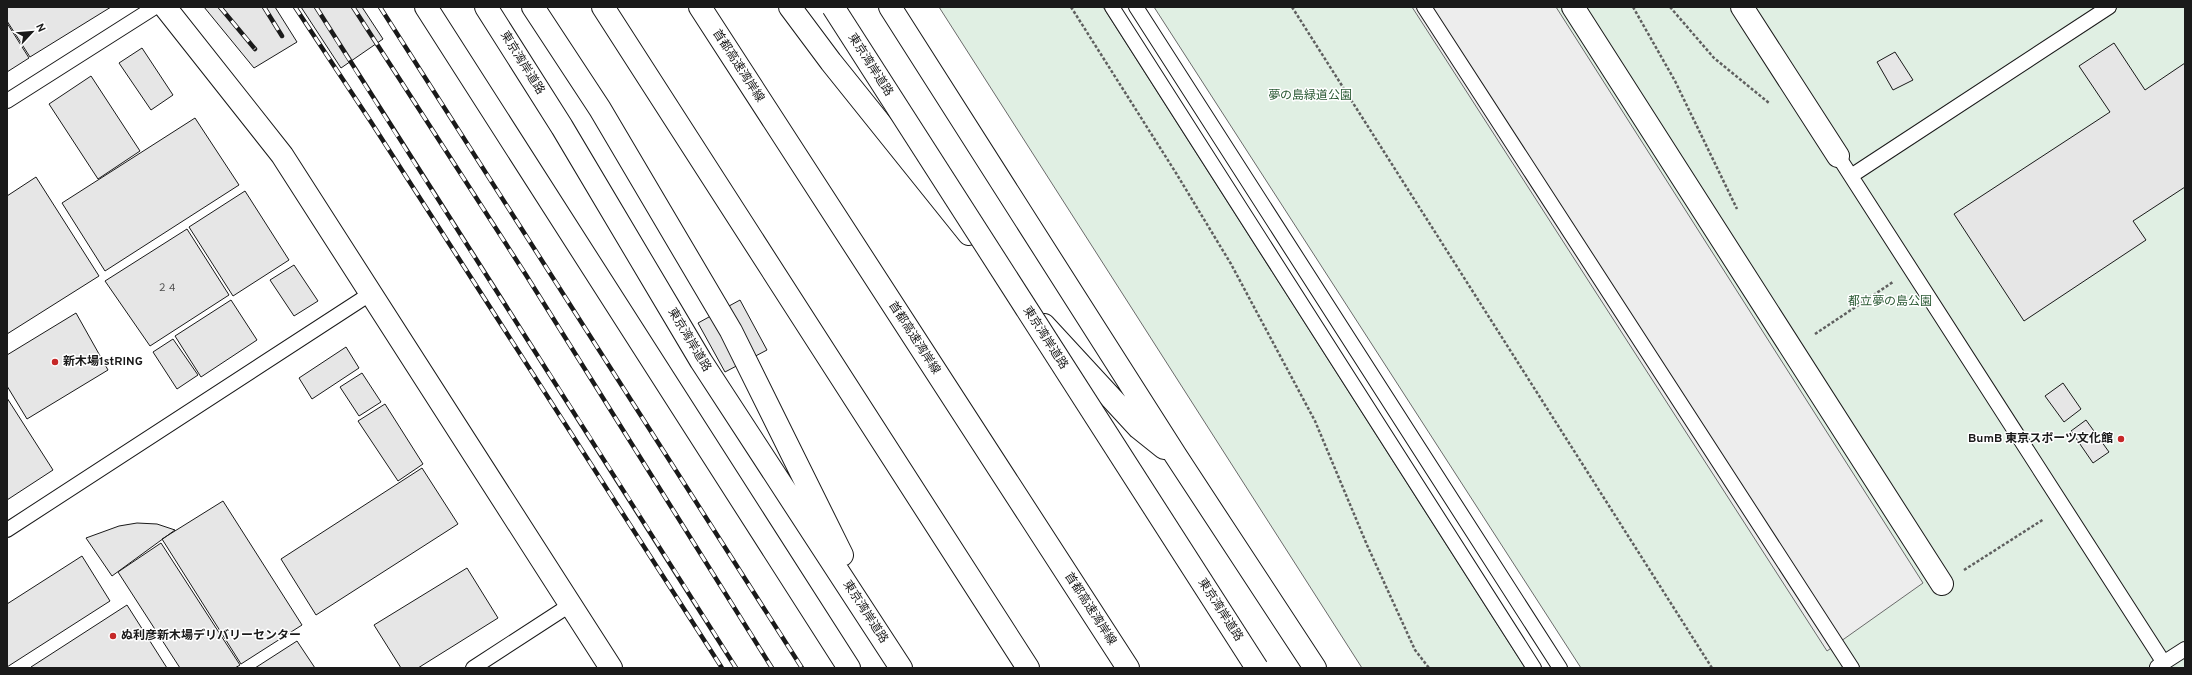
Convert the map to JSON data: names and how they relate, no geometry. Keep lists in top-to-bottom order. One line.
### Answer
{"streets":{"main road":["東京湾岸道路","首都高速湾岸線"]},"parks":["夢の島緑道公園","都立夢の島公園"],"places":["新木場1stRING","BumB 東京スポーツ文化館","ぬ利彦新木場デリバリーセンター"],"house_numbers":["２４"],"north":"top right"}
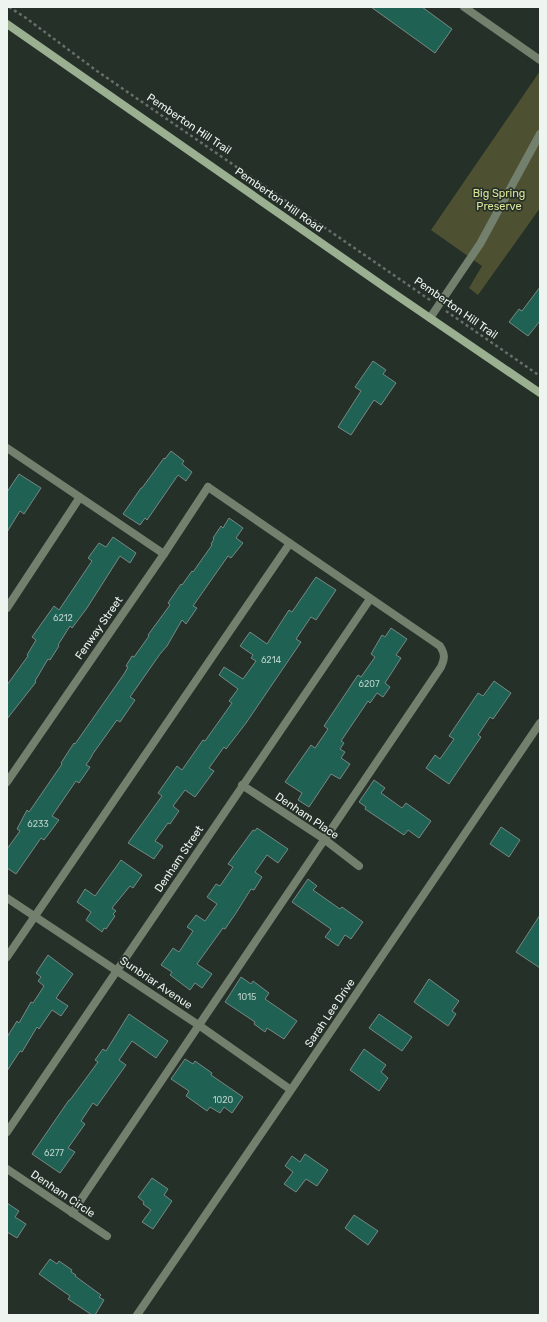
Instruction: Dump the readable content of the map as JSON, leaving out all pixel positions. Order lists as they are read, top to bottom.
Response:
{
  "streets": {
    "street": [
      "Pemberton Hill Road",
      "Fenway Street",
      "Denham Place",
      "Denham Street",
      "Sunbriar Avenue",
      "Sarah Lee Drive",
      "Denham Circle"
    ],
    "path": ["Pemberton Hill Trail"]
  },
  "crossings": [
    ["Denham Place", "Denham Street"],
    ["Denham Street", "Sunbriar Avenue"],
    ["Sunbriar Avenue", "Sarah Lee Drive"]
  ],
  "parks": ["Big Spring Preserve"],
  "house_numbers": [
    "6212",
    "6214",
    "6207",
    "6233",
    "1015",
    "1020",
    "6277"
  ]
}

## AIM OF THE EXERCISE
Retype all the records exactly and keep out every picture.

## SOLUTION
Convert the map to JSON data: names and how they relate, no geometry. Keep lists in top-to-bottom order. One line.
### Answer
{"streets":{"main road":["東京湾岸道路","首都高速湾岸線"]},"parks":["夢の島緑道公園","都立夢の島公園"],"places":["新木場1stRING","BumB 東京スポーツ文化館","ぬ利彦新木場デリバリーセンター"],"house_numbers":["２４"],"north":"top right"}
Instruction: Dump the readable content of the map as JSON, leaving out all pixel positions. Order lists as they are read, top to bottom.
Response:
{
  "streets": {
    "street": [
      "Pemberton Hill Road",
      "Fenway Street",
      "Denham Place",
      "Denham Street",
      "Sunbriar Avenue",
      "Sarah Lee Drive",
      "Denham Circle"
    ],
    "path": ["Pemberton Hill Trail"]
  },
  "crossings": [
    ["Denham Place", "Denham Street"],
    ["Denham Street", "Sunbriar Avenue"],
    ["Sunbriar Avenue", "Sarah Lee Drive"]
  ],
  "parks": ["Big Spring Preserve"],
  "house_numbers": [
    "6212",
    "6214",
    "6207",
    "6233",
    "1015",
    "1020",
    "6277"
  ]
}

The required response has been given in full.